From: Stefan Hajnoczi <stefanha@redhat.com>
To: qemu-devel@nongnu.org
Cc: Peter Maydell <peter.maydell@linaro.org>,
Eric Blake <eblake@redhat.com>,
Stefan Hajnoczi <stefanha@redhat.com>
Subject: [Qemu-devel] [PULL v2 01/25] block: Fragment reads to max transfer length
Date: Wed, 20 Jul 2016 17:20:58 +0100 [thread overview]
Message-ID: <1469031682-21863-2-git-send-email-stefanha@redhat.com> (raw)
In-Reply-To: <1469031682-21863-1-git-send-email-stefanha@redhat.com>
From: Eric Blake <eblake@redhat.com>
Drivers should be able to rely on the block layer honoring the
max transfer length, rather than needing to return -EINVAL
(iscsi) or manually fragment things (nbd).

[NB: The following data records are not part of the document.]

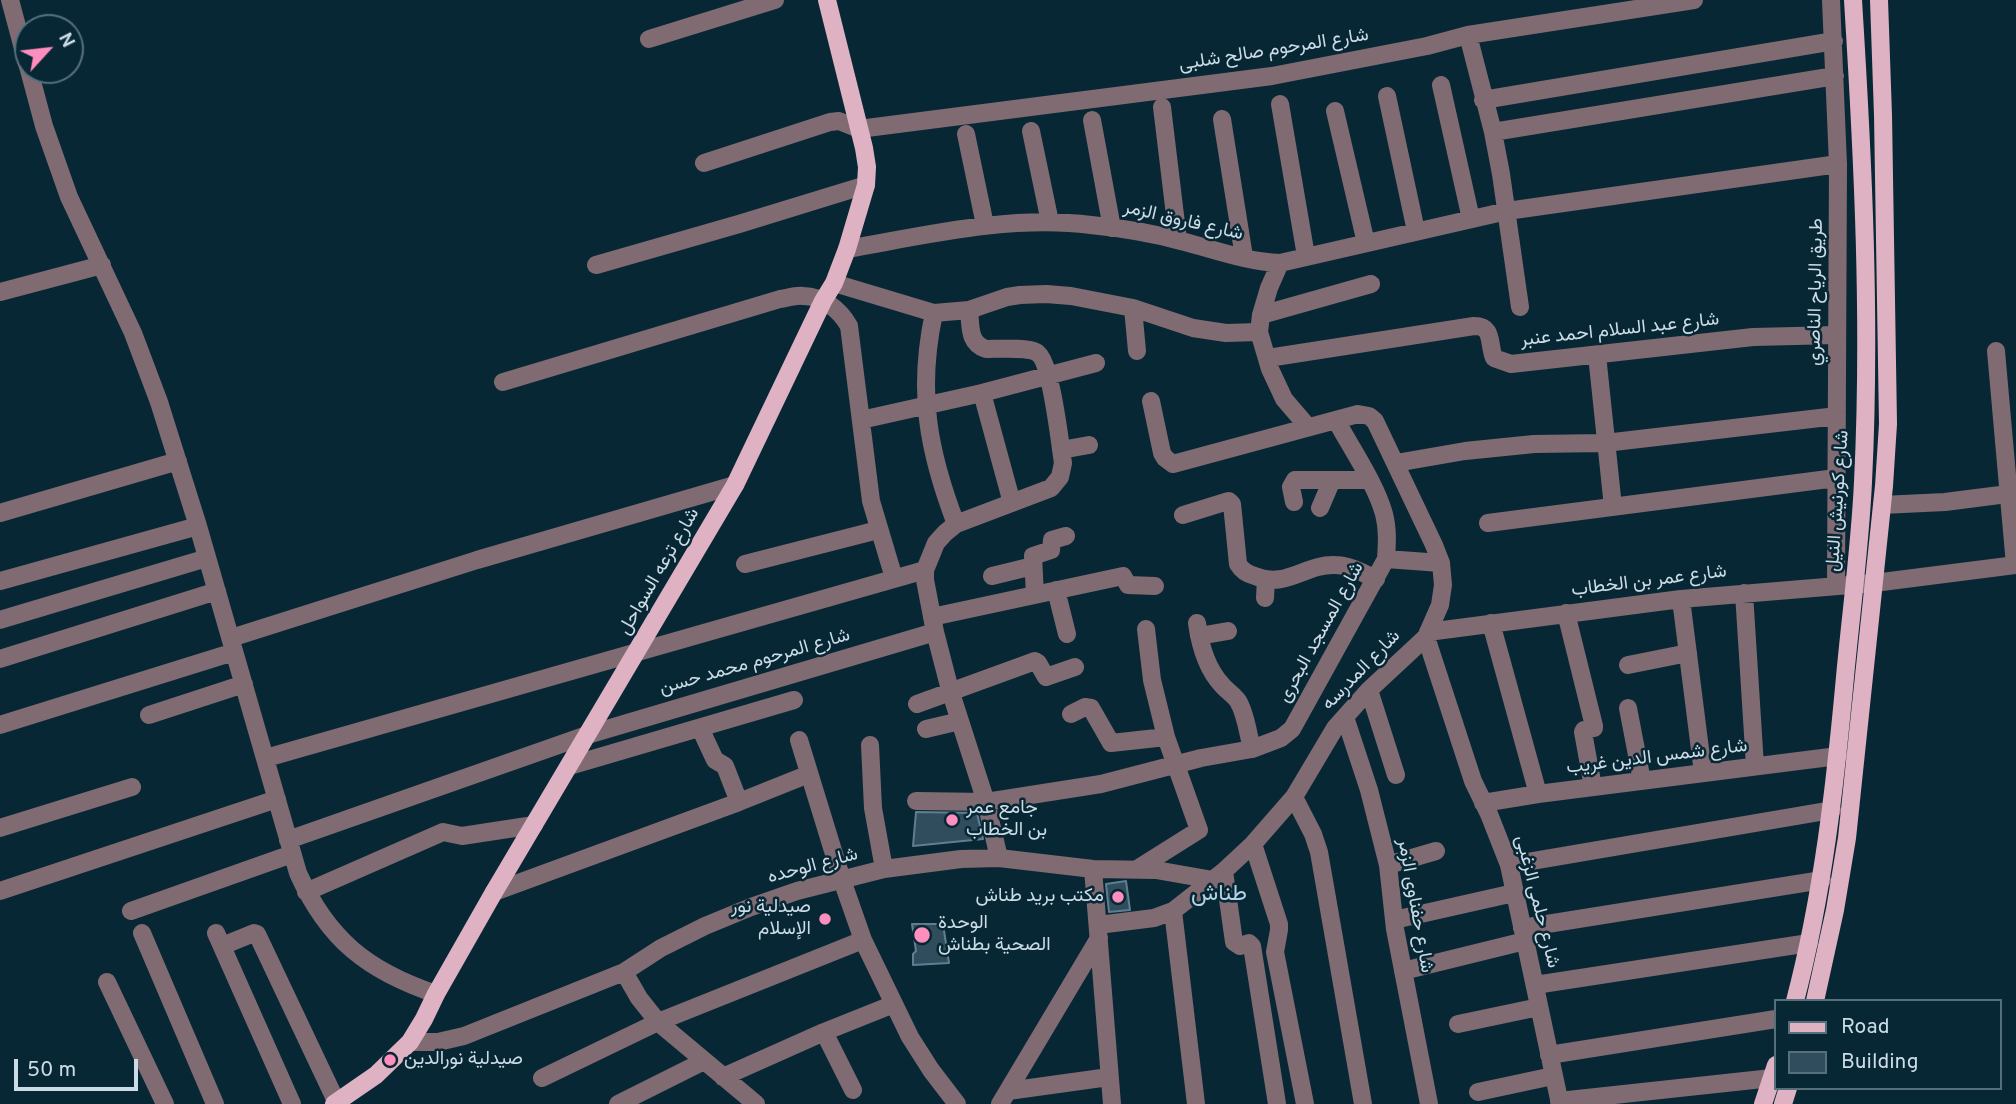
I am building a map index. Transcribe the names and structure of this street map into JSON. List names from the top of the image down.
{
  "streets": {
    "main road": ["شارع كورنيش النيل", "شارع ترعه السواحل"],
    "street": [
      "شارع المرحوم صالح شلبى",
      "شارع فاروق الزمر",
      "طريق الرياح الناصري",
      "شارع عبد السلام احمد عنبر",
      "شارع عمر بن الخطاب",
      "شارع المسجد البحرى",
      "شارع المرحوم محمد حسن",
      "شارع المدرسه",
      "شارع شمس الدين غريب",
      "شارع الوحده",
      "شارع حلمى الزغبى",
      "شارع حفناوى الزمر"
    ]
  },
  "crossings": [
    ["شارع المرحوم صالح شلبى", "شارع ترعه السواحل"],
    ["شارع فاروق الزمر", "طريق الرياح الناصري"],
    ["شارع فاروق الزمر", "شارع ترعه السواحل"],
    ["طريق الرياح الناصري", "شارع عبد السلام احمد عنبر"],
    ["طريق الرياح الناصري", "شارع كورنيش النيل"],
    ["طريق الرياح الناصري", "شارع عمر بن الخطاب"],
    ["شارع كورنيش النيل", "شارع عمر بن الخطاب"],
    ["شارع كورنيش النيل", "شارع شمس الدين غريب"],
    ["شارع ترعه السواحل", "شارع المرحوم محمد حسن"],
    ["شارع ترعه السواحل", "شارع الوحده"],
    ["شارع عمر بن الخطاب", "شارع المدرسه"],
    ["شارع عمر بن الخطاب", "شارع حلمى الزغبى"],
    ["شارع المسجد البحرى", "شارع المدرسه"],
    ["شارع المدرسه", "شارع الوحده"],
    ["شارع المدرسه", "شارع حلمى الزغبى"],
    ["شارع المدرسه", "شارع حفناوى الزمر"],
    ["شارع شمس الدين غريب", "شارع حلمى الزغبى"]
  ],
  "districts": ["طناش"],
  "places": [
    "جامع عمر بن الخطاب",
    "مكتب بريد طناش",
    "صيدلية نور الإسلام",
    "الوحدة الصحية بطناش",
    "صيدلية نورالدين"
  ],
  "legend": ["Road", "Building"],
  "scale_bar": "50 m",
  "north": "top right"
}
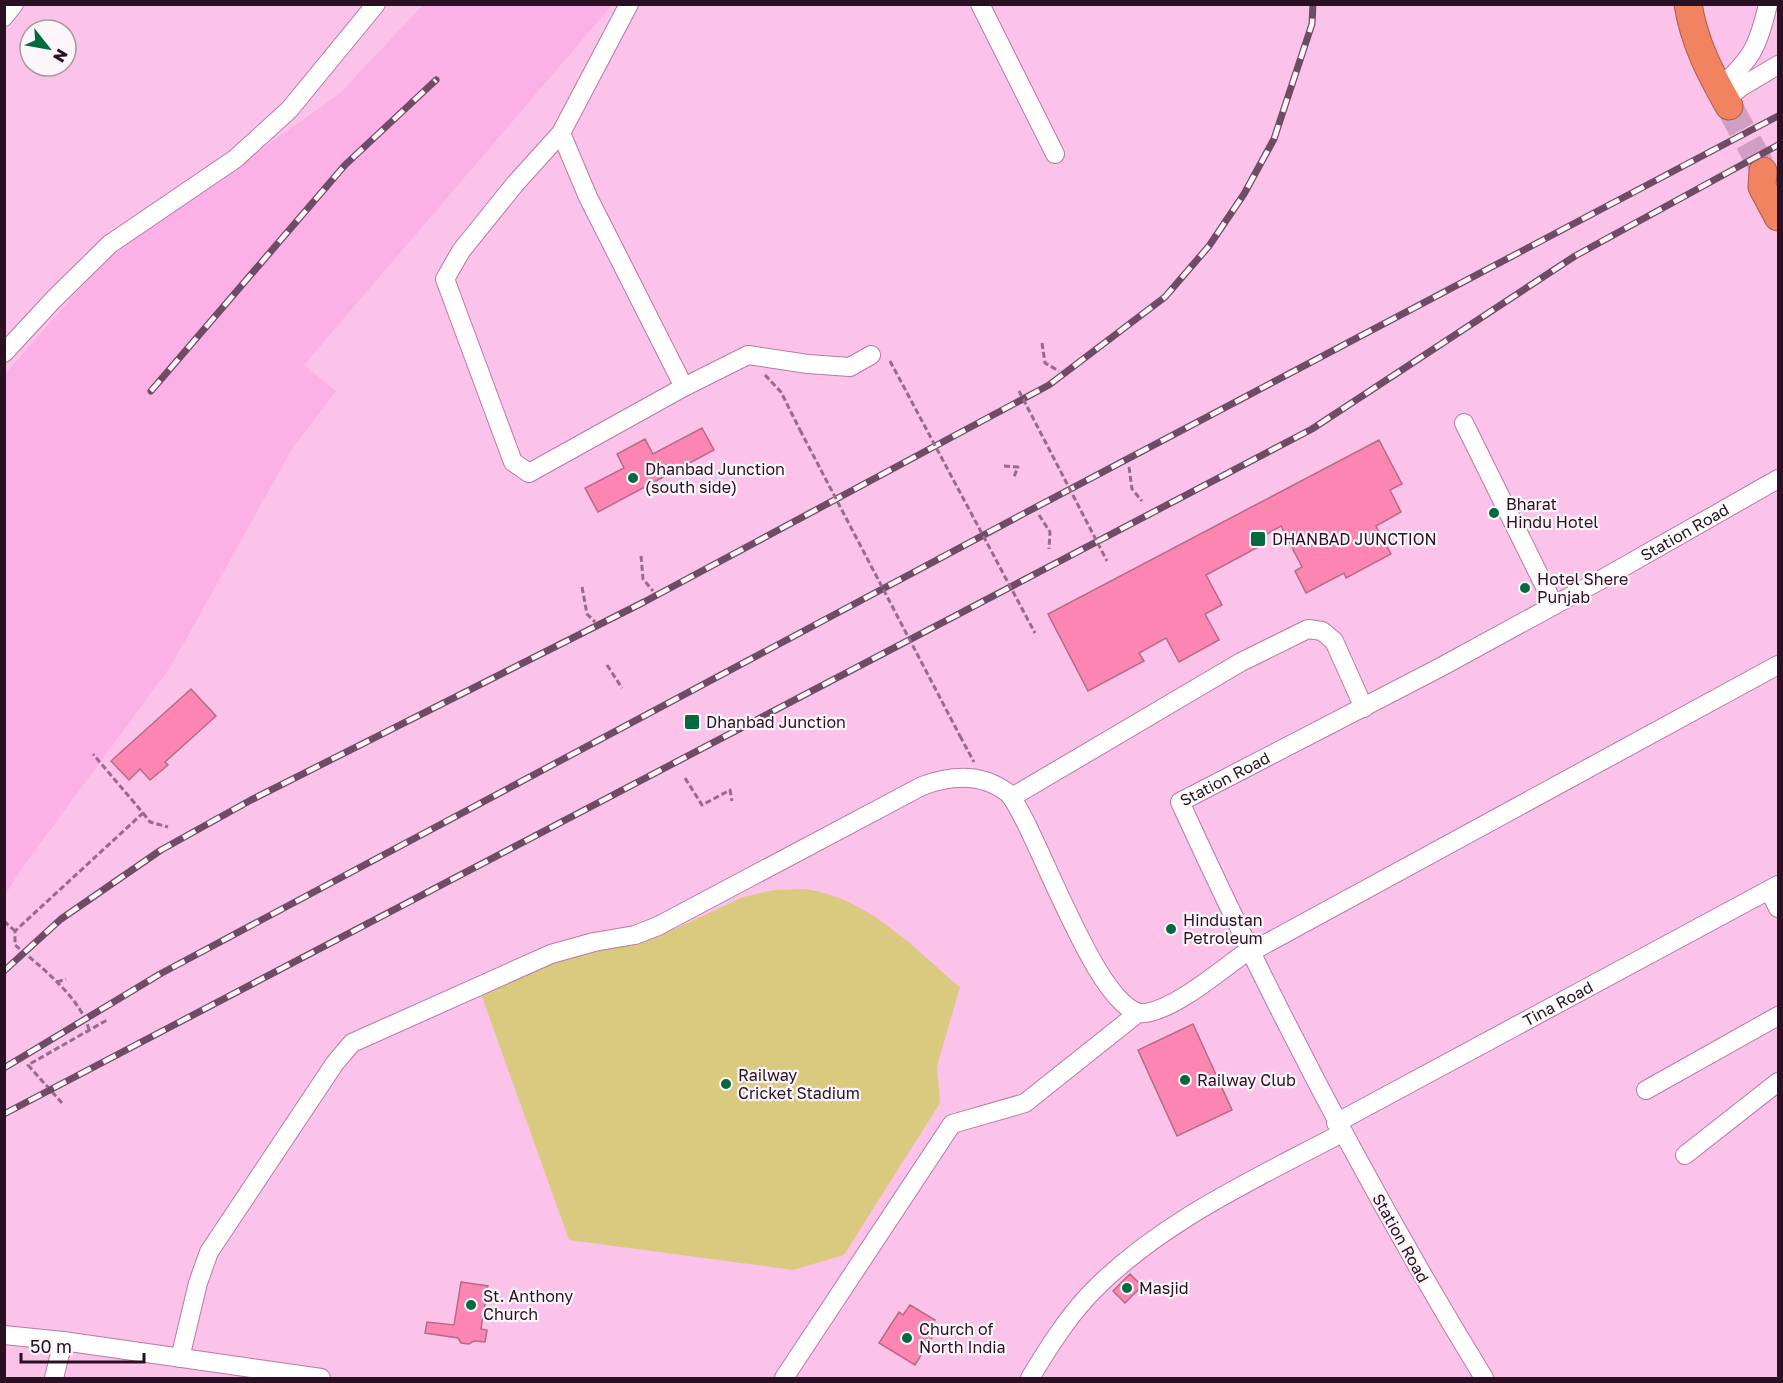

This patch adds
the fragmentation in the block layer, after requests have been
aligned (fragmenting before alignment would lead to multiple
unaligned requests, rather than just the head and tail).
The return value was previously nebulous on success on whether
it was zero or the length read; and fragmenting may introduce
yet other non-zero values if we use the last length read. But
as at least some callers are sloppy and expect only zero on
success, it is easiest to just guarantee 0.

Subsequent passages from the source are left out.